In the murky remnants of sunshine, the building stood gray, square, and solid—its architectural lines unfamiliar to her. Towers flanked it, and at the rear she glimpsed a tall, solid wall enclosing a compound of some kind.
At the front, the house was aproned by elaborate gardens of low, clipped hedges planted in intricate patterns of knot and curlicue. Stone-paved walkways curled among the tiny hedges in pleasing patterns. But there were no flowers of any kind, no fragrance beyond that of tilled soil, shrubbery, and trees. Ampris sniffed, and found the garden a peculiar and unappealing vista.
The transport made its way around to the rear of the massive house—much larger up close than it had seemed from a distance—and lurched through a gate into an enclosed courtyard.

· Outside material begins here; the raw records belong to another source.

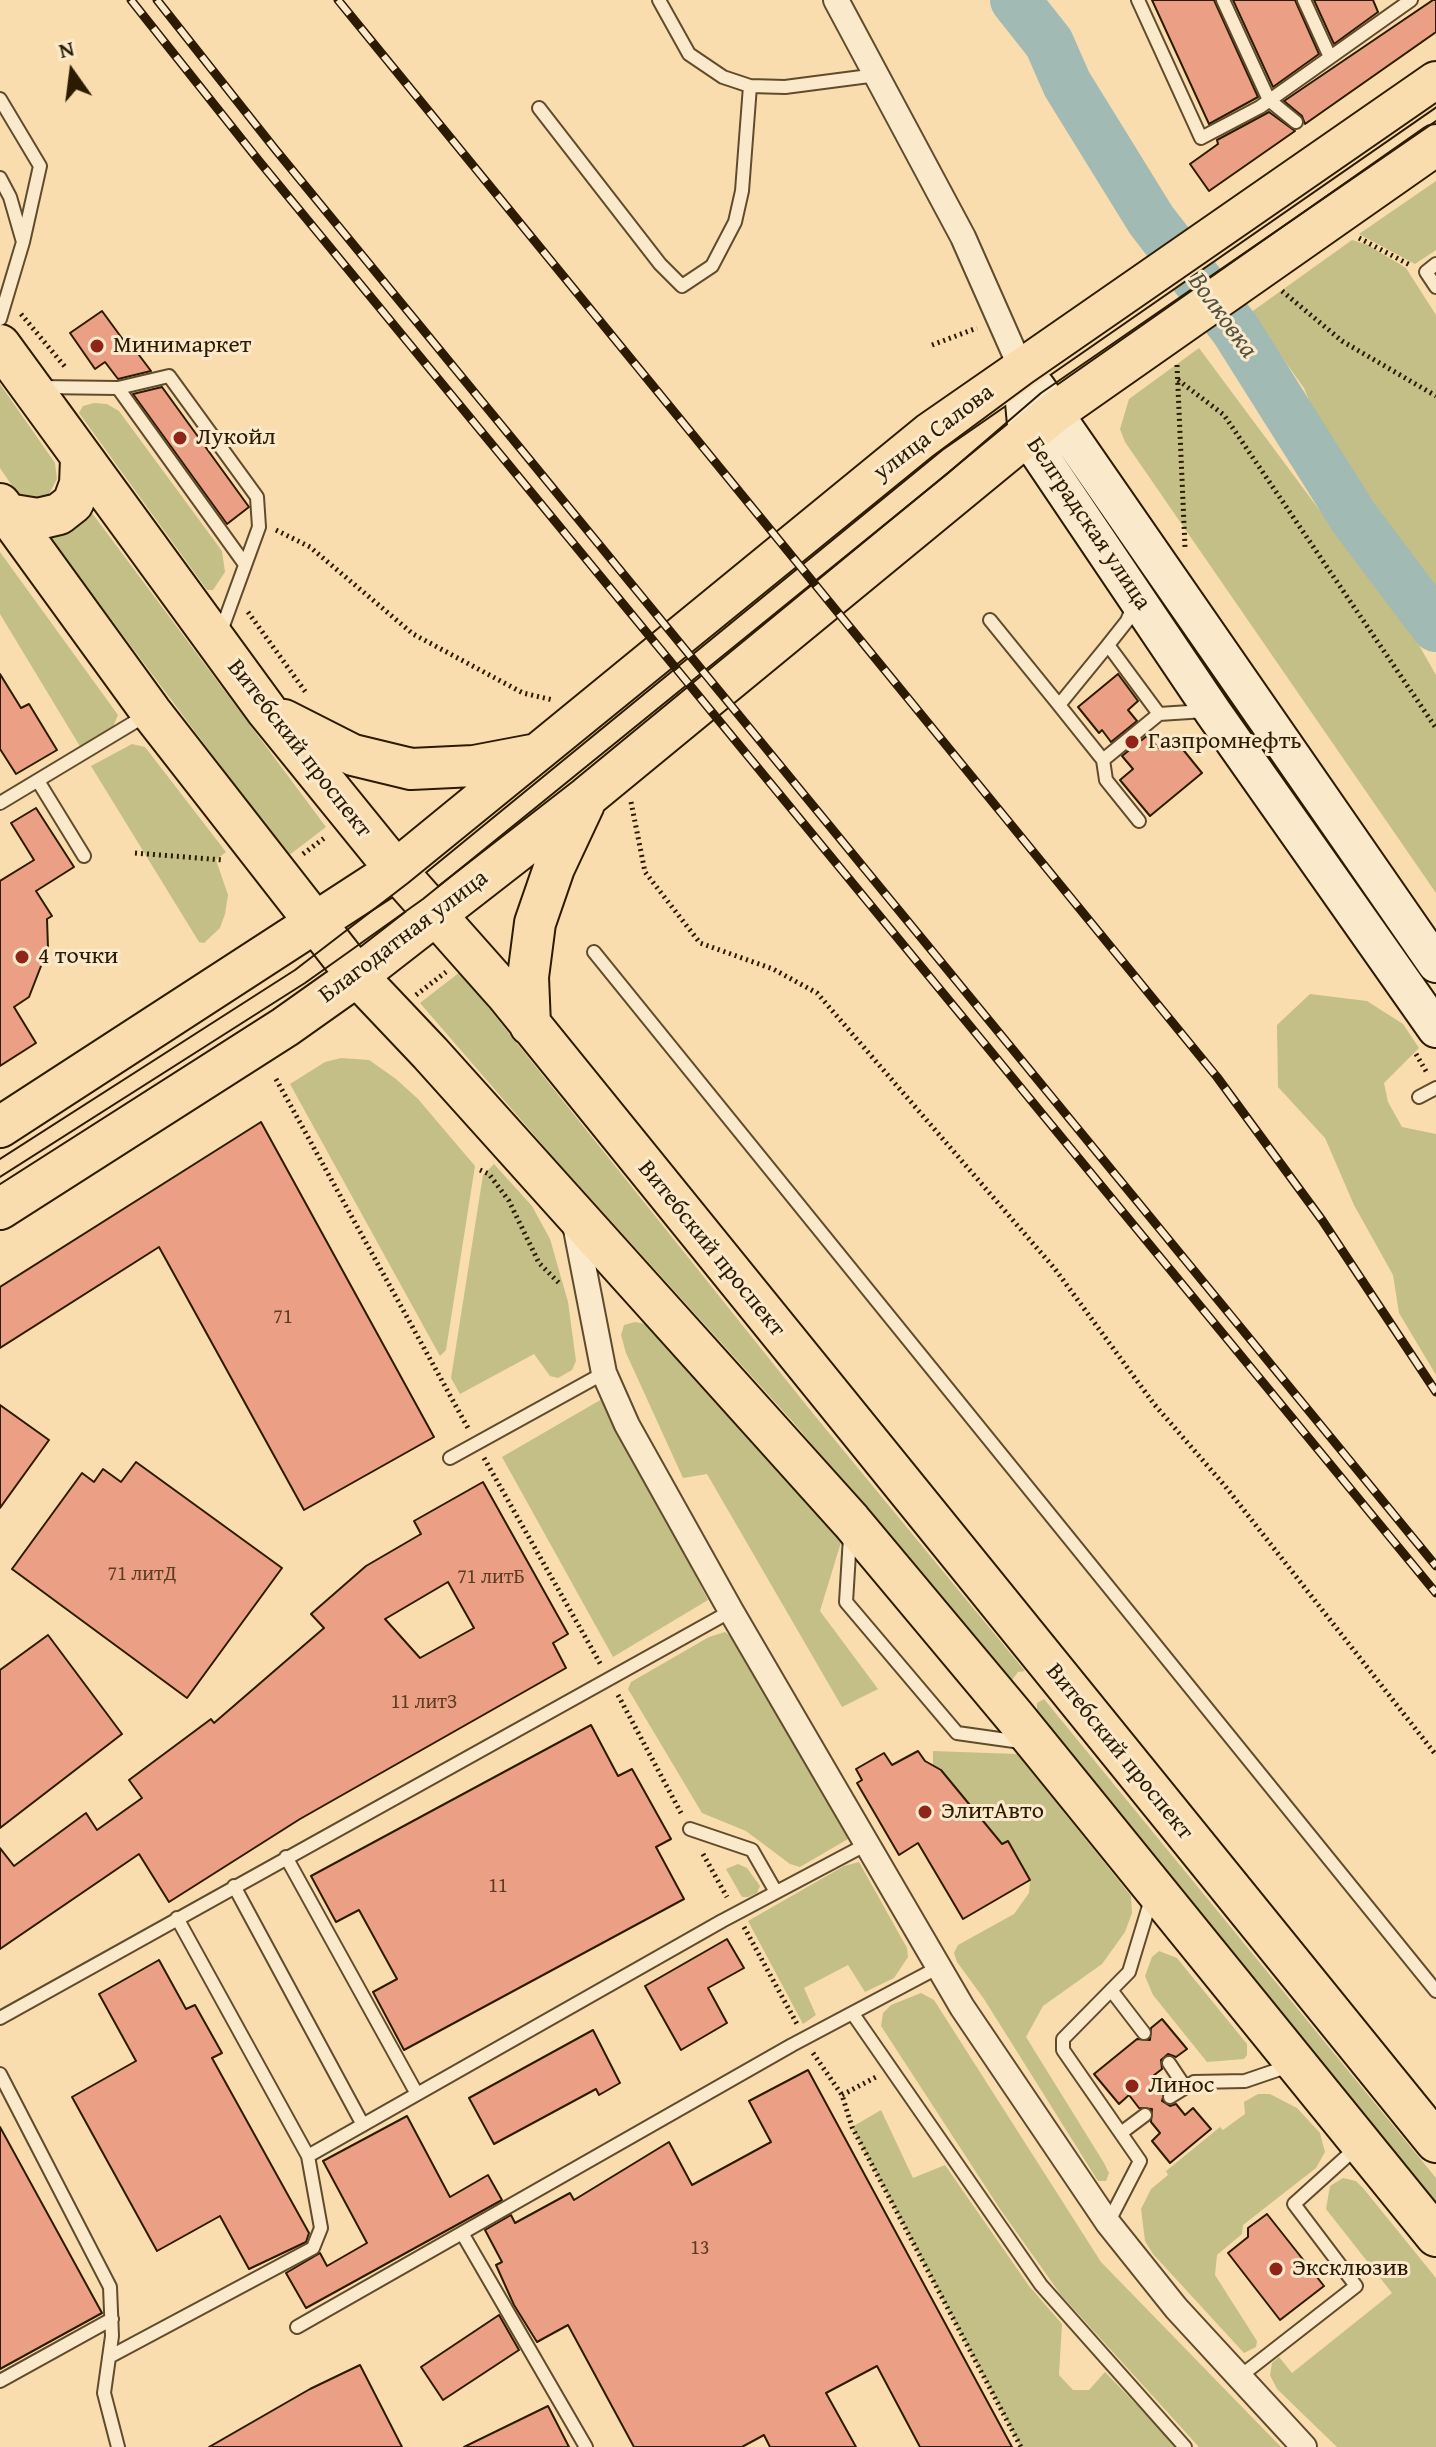 <!DOCTYPE html>
<html>
<head>
<meta charset="utf-8">
<style>
	body { margin:0 }
	#map { position:relative; width:1436px; height:2447px; overflow:hidden; background:#f9ddaf; font-family:"Gentium Book Plus",serif }
	canvas { display:block }
	.north { position:absolute; left:32px; top:32px; width:80px; height:80px; -webkit-text-stroke:6px #fbe9cb; paint-order:stroke; rotate:346deg; font-size:22px; font-weight:700; line-height:32px; text-align:center; color:#2d1b01 }
	.north::after { content:''; display:block; margin:auto; width:28px; height:36px; background:#2d1b01; clip-path:polygon(50% 0,100% 100%,50% 72%,0 100%) }
</style>
</head>
<body>
<div id="map">
<canvas width="1436" height="2447"></canvas>
<div class="north">N</div>
</div>
<script>
const ctx = document.querySelector('canvas').getContext('2d');
ctx.lineJoin = 'round';
function fill(path, color) { ctx.fillStyle = color; ctx.fill(path, 'evenodd'); }
const toPath = rows => new Path2D(rows.map(r => 'M' + r).join(''));
function stroke(path, color, width, dash) { ctx.strokeStyle = color; ctx.lineWidth = width; ctx.lineCap = dash ? 'butt' : 'round'; ctx.setLineDash(dash || []); ctx.stroke(path); }
function write(font, color, halo, rows, align = 'center') {
  ctx.font = font + ' "Gentium Book Plus",serif'; ctx.lineWidth = 6; ctx.setLineDash([]); ctx.textBaseline = 'middle'; ctx.strokeStyle = halo; ctx.fillStyle = color; for (const [text, x, y, turn = 0] of rows) {
    ctx.save(); ctx.translate(x, y); ctx.rotate((+turn || 0) * Math.PI / 180); ctx.textAlign = isNaN(turn) ? turn : align; if (halo) ctx.strokeText(text, 0, 0); ctx.fillText(text, 0, 0); ctx.restore();
  }
}
fill(toPath([
	[1436,181,1436,250,1415,264,1359,234],
	[1352,240,1368,245,1406,268,1436,315,1436,595,1388,535,1324,437,1304,388,1250,313],
	[1199,348,1416,640,1436,675,1436,893,1125,442,1120,429,1129,399],
	[0,384,55,463,57,479,49,494,38,498,19,496,0,468],
	[94,403,107,404,119,411,222,551,225,572,213,590,207,590,79,413,83,406],
	[89,509,326,827,288,856,48,535],
	[0,552,118,715,112,729,81,748,0,614],
	[132,744,145,747,226,852,216,860,228,895,225,914,220,928,204,943,199,942,91,766],
	[460,972,811,1411,1025,1671,1018,1672,1012,1680,793,1422,554,1158,420,1003],
	[1310,994,1367,1001,1403,1024,1419,1048,1384,1083,1388,1102,1402,1127,1436,1134,1436,1375,1399,1313,1393,1275,1354,1205,1325,1138,1278,1087,1277,1025],
	[341,1058,369,1060,396,1079,418,1099,475,1166,446,1350,440,1356,290,1084,325,1062],
	[494,1164,532,1206,550,1239,568,1302,576,1361,572,1370,558,1378,550,1376,534,1354,460,1394,451,1378,483,1175],
	[635,1322,646,1324,842,1539,820,1611,878,1689,842,1707,707,1474,683,1478,626,1353,621,1335,624,1325],
	[602,1399,708,1600,613,1657,502,1457],
	[725,1632,733,1639,848,1839,800,1867,790,1864,746,1831,702,1813,628,1689,631,1682,709,1637],
	[1044,1699,1436,2178,1436,2202,1037,1711,1037,1703],
	[933,1751,1017,1754,1131,1896,1132,1913,1125,1932,1102,1964,1043,2006,1026,2037,1104,2163,1109,2173,1106,2181,1098,2181,984,1999,957,1962,954,1953,958,1945,1014,1914,1029,1893,1030,1880,1008,1841,1002,1844,933,1764],
	[859,1862,907,1948,908,1957,894,1978,865,1992,848,1965,804,1988,816,2015,803,2024,748,1921,844,1866],
	[738,1864,747,1868,760,1886,757,1893,748,1897,742,1897,726,1869],
	[1159,1951,1177,1958,1247,2044,1247,2055,1244,2059,1207,2062,1153,1995,1145,1976,1152,1957],
	[921,1993,934,2000,1101,2262,1281,2447,1199,2447,1061,2295,1000,2209,881,2026,883,2013,891,2005],
	[1258,2094,1270,2094,1297,2108,1320,2133,1325,2152,1316,2168,1243,2225,1242,2234,1217,2255,1215,2275,1257,2341,1256,2347,1244,2353,1153,2254,1145,2241,1141,2209,1151,2189,1168,2175,1166,2171,1220,2127,1223,2130,1245,2114,1244,2102],
	[881,2110,913,2178,945,2165,1029,2286,1062,2324,1059,2375,1073,2390,1089,2390,1105,2372,1177,2447,1021,2447,852,2127],
	[1343,2178,1356,2181,1363,2188,1436,2278,1436,2447,1337,2447,1277,2389,1270,2375,1272,2363,1279,2357,1292,2373,1392,2293,1326,2209,1330,2186]
]), '#c3bf87');
stroke(toPath([
	[1015,0,1049,43,1067,84,1151,220,1235,329,1354,518,1436,627]
]), '#a1bab4', 50);
const building = toPath([
	[1152,0,1214,0,1258,97,1209,124,1152,0],
	[1233,0,1295,0,1319,54,1273,87,1233,0],
	[1314,0,1373,0,1378,12,1334,44,1314,0],
	[1433,0,1436,0,1436,32,1305,124,1302,116,1284,101,1433,0],
	[1269,112,1295,131,1209,191,1190,164,1218,144,1217,140,1269,112],
	[102,311,124,341,127,339,151,371,118,379,105,362,95,369,70,333,102,311],
	[162,387,249,507,227,524,133,394,162,387],
	[0,674,21,708,29,704,57,750,16,774,0,749,0,674],
	[1118,674,1138,701,1128,710,1137,721,1111,742,1102,730,1099,733,1078,707,1118,674],
	[1148,735,1158,748,1172,736,1202,773,1150,816,1120,780,1133,769,1122,756,1148,735],
	[36,808,74,867,36,891,52,916,47,919,48,948,29,997,14,1007,36,1043,0,1066,0,881,34,860,11,823,36,808],
	[261,1122,434,1437,304,1510,159,1247,0,1348,0,1287,261,1122],
	[0,1405,49,1440,0,1508,0,1405],
	[136,1462,282,1568,187,1698,12,1569,82,1473,94,1482,103,1469,121,1482,136,1462],
	[483,1482,568,1634,553,1643,566,1668,300,1819,169,1902,139,1854,0,1949,0,1848,14,1866,86,1813,97,1830,142,1798,129,1780,211,1719,214,1723,324,1628,311,1614,366,1566,421,1534,414,1521,483,1482],
	[448,1582,474,1628,420,1658,385,1619,448,1582],
	[48,1635,122,1734,0,1828,0,1670,48,1635],
	[591,1725,618,1776,632,1769,671,1839,656,1847,684,1899,404,2050,373,1992,397,1979,359,1910,336,1922,311,1876,591,1725],
	[918,1751,925,1761,941,1770,1002,1844,1008,1841,1030,1880,963,1919,918,1843,899,1855,857,1783,862,1780,856,1769,884,1753,892,1765,918,1751],
	[727,1939,744,1968,708,1988,727,2023,681,2050,645,1986,727,1939],
	[159,1960,186,2009,195,2005,222,2053,212,2058,309,2233,306,2242,249,2269,220,2216,157,2251,72,2097,136,2061,99,1994,159,1960],
	[1162,2019,1187,2049,1176,2057,1168,2054,1161,2060,1162,2069,1153,2076,1165,2090,1162,2101,1170,2106,1176,2104,1185,2115,1193,2108,1211,2129,1170,2163,1152,2141,1160,2133,1151,2122,1152,2109,1139,2108,1129,2095,1119,2104,1094,2074,1137,2039,1150,2040,1151,2028,1162,2019],
	[593,2030,620,2083,599,2095,596,2089,494,2144,469,2098,593,2030],
	[808,2070,1012,2447,920,2447,877,2366,826,2393,856,2447,770,2447,764,2435,742,2447,634,2447,568,2325,537,2342,514,2305,496,2265,502,2262,485,2230,511,2215,515,2223,570,2193,574,2200,669,2142,692,2185,771,2142,749,2101,808,2070],
	[407,2116,450,2197,488,2175,502,2200,306,2308,286,2273,320,2253,327,2266,367,2243,323,2161,407,2116],
	[0,2127,102,2313,0,2369,0,2127],
	[1267,2214,1324,2286,1280,2320,1228,2253,1248,2237,1248,2228,1267,2214],
	[499,2315,519,2350,443,2400,421,2367,499,2315],
	[360,2365,402,2447,209,2447,310,2389,360,2365],
	[548,2406,569,2447,464,2447,548,2406]
]);
fill(building, '#eba085');
stroke(building, '#2d1b01', 2);
const lane = toPath([
	[659,0,689,54,723,77,750,86,785,87,877,75],
	[1138,0,1201,138,1260,107,1411,0],
	[1223,0,1269,100,1296,122],
	[1304,0,1330,57],
	[0,99,40,166,23,242],
	[539,108,660,264,682,286,712,266,735,222,742,191,750,86],
	[0,178,10,197,23,242,0,319],
	[1436,264,1426,272,1436,287],
	[41,387,118,388,244,563],
	[118,388,169,376,257,497,259,527,220,634],
	[1134,604,1127,621,1108,645,1159,714,1205,711],
	[990,620,1059,705],
	[1108,645,1059,705,1103,760,1159,714],
	[1103,760,1106,780,1139,821],
	[38,781,84,856],
	[0,803,148,714],
	[594,952,1436,1991],
	[1419,1097,1436,1088],
	[450,1458,604,1373],
	[850,1537,846,1602,957,1733,1021,1742],
	[690,1829,752,1850,776,1892],
	[286,1857,417,2094],
	[234,1886,363,2125],
	[1111,1990,1144,2033],
	[853,2014,1041,2285,1185,2447],
	[0,2018,731,1611],
	[1169,2063,1185,2087],
	[0,2074,110,2287,112,2336,104,2393,118,2447],
	[1170,2097,1194,2082,1245,2081,1292,2065],
	[1121,2133,1145,2115],
	[308,2156,722,1921,867,1844],
	[1108,2223,1140,2161,1063,2050,1063,2039,1129,1972,1152,1896],
	[462,2233,586,2447],
	[297,2327,792,2045,939,1967],
	[109,2357,313,2248,321,2228,308,2156,177,1918],
	[1238,2378,1356,2286,1294,2204,1356,2148],
	[0,2381,112,2319]
]);
const street = toPath([
	[836,0,963,237,1021,368],
	[574,1219,604,1373,627,1425,731,1611,962,2007,1108,2223,1176,2308,1304,2447]
]);
const secondary = toPath([
	[1021,368,1027,436,1213,712,1436,1029],
	[1037,388,1436,964]
]);
const primary = toPath([
	[0,345,267,711,396,870,506,994,1436,2142],
	[0,504,151,712,357,976,430,1053,851,1521,1015,1717,1436,2236],
	[7,514,38,519,59,514,73,503,80,484,81,459],
	[284,720,353,755,411,769,474,766,532,755],
	[530,1025,528,977,535,923,554,868,584,804],
	[0,1127,396,870,930,433,1436,82],
	[0,1209,285,1027,357,976,587,797,1055,412,1436,145]
]);
stroke(lane, '#604c2c', 16);
stroke(street, '#604c2c', 28);
stroke(secondary, '#2d1b01', 40);
stroke(primary, '#2d1b01', 44);
stroke(toPath([
	[1359,238,1410,265],
	[1282,291,1342,341,1436,396],
	[21,314,66,368],
	[932,345,977,328],
	[1177,365,1185,547],
	[1178,380,1224,415,1436,728],
	[276,530,310,547,413,634,523,693,553,700],
	[248,612,307,694],
	[631,802,645,872,700,943,773,969,817,993,1055,1269,1154,1404,1225,1486,1436,1755],
	[135,853,223,860],
	[303,854,327,836],
	[416,995,446,972],
	[1416,1054,1427,1073],
	[276,1079,468,1428],
	[480,1170,489,1174,509,1201,539,1263,561,1285],
	[484,1458,601,1665],
	[618,1695,681,1813],
	[703,1854,727,1897],
	[744,1927,797,2024],
	[813,2053,842,2095,852,2127,1021,2447],
	[842,2095,876,2077]
]), '#2d1b01', 5, [2, 4]);
stroke(lane, '#fbe9cb', 12);
stroke(street, '#fbe9cb', 24);
stroke(secondary, '#fbe9cb', 36);
stroke(primary, '#f9ddaf', 40);
stroke(toPath([
	[0,1159,295,970,408,883,933,456,1033,382,1436,103],
	[0,1177,305,983,423,899,947,474,1041,393,1436,121]
]), '#2d1b01', 2);
const rail = toPath([
	[131,0,259,161,1436,1593],
	[157,0,275,149,1436,1566],
	[338,0,1217,1077,1322,1220,1436,1392]
]);
stroke(rail, '#2d1b01', 9);
stroke(rail, '#fbe9cb', 6, [18]);
for (const [x, y, r, color] of [
	[97,346,8,"#8f2418"],
	[180,438,8,"#8f2418"],
	[1132,742,8,"#8f2418"],
	[22,957,8,"#8f2418"],
	[925,1812,8,"#8f2418"],
	[1132,2086,8,"#8f2418"],
	[1276,2269,8,"#8f2418"]
]) { const dot = new Path2D(); dot.arc(x, y, r, 0, 2 * Math.PI); ctx.fillStyle = color; ctx.fill(dot); stroke(dot, '#fbe9cb', 3); }
write('20px', '#5c3c22', null, [
	["71",283,1318],
	["71 литД",142,1575],
	["71 литБ",491,1578],
	["11 литЗ",424,1703],
	["11",498,1887],
	["13",700,2249]
]);
write('24px', '#2d1b01', '#fbe9cb', [
	["Минимаркет",113,346],
	["Лукойл",196,438],
	["Газпромнефть",1148,742],
	["4 точки",38,957],
	["ЭлитАвто",941,1812],
	["Линос",1148,2086],
	["Эксклюзив",1292,2269]
], 'left');
write('24px', '#2d1b01', '#fbe9cb', [
	["улица Салова",934,433,-37],
	["Белградская улица",1088,524,56],
	["Витебский проспект",299,749,52],
	["Благодатная улица",404,937,-37],
	["Витебский проспект",711,1249,51],
	["Витебский проспект",1119,1752,51]
]);
write('italic 26px', '#565340', '#fbe9cb', [
	["Волковка",1222,316,54]
]);
</script>
</body>
</html>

Once it parked on hover and Ampris was let out of the cargo hold, she stood quietly while her restraints were unlocked. Then she stretched fully, taking pleasure in unrestricted freedom of movement for the first time in too long.
From an upstairs window overlooking the courtyard, she saw movement and a glimmer of a face watching her. Then the watcher was gone, and Ampris wondered if she’d imagined it.
Halehl pointed at the upstairs windows rowed at regular intervals around the courtyard. “The fighters’ quarters,” he said. “Yours are at the end, over there.” He pointed at a window, and Ampris found herself suddenly astonished.
“No barracks?” she blurted out before she could stop herself.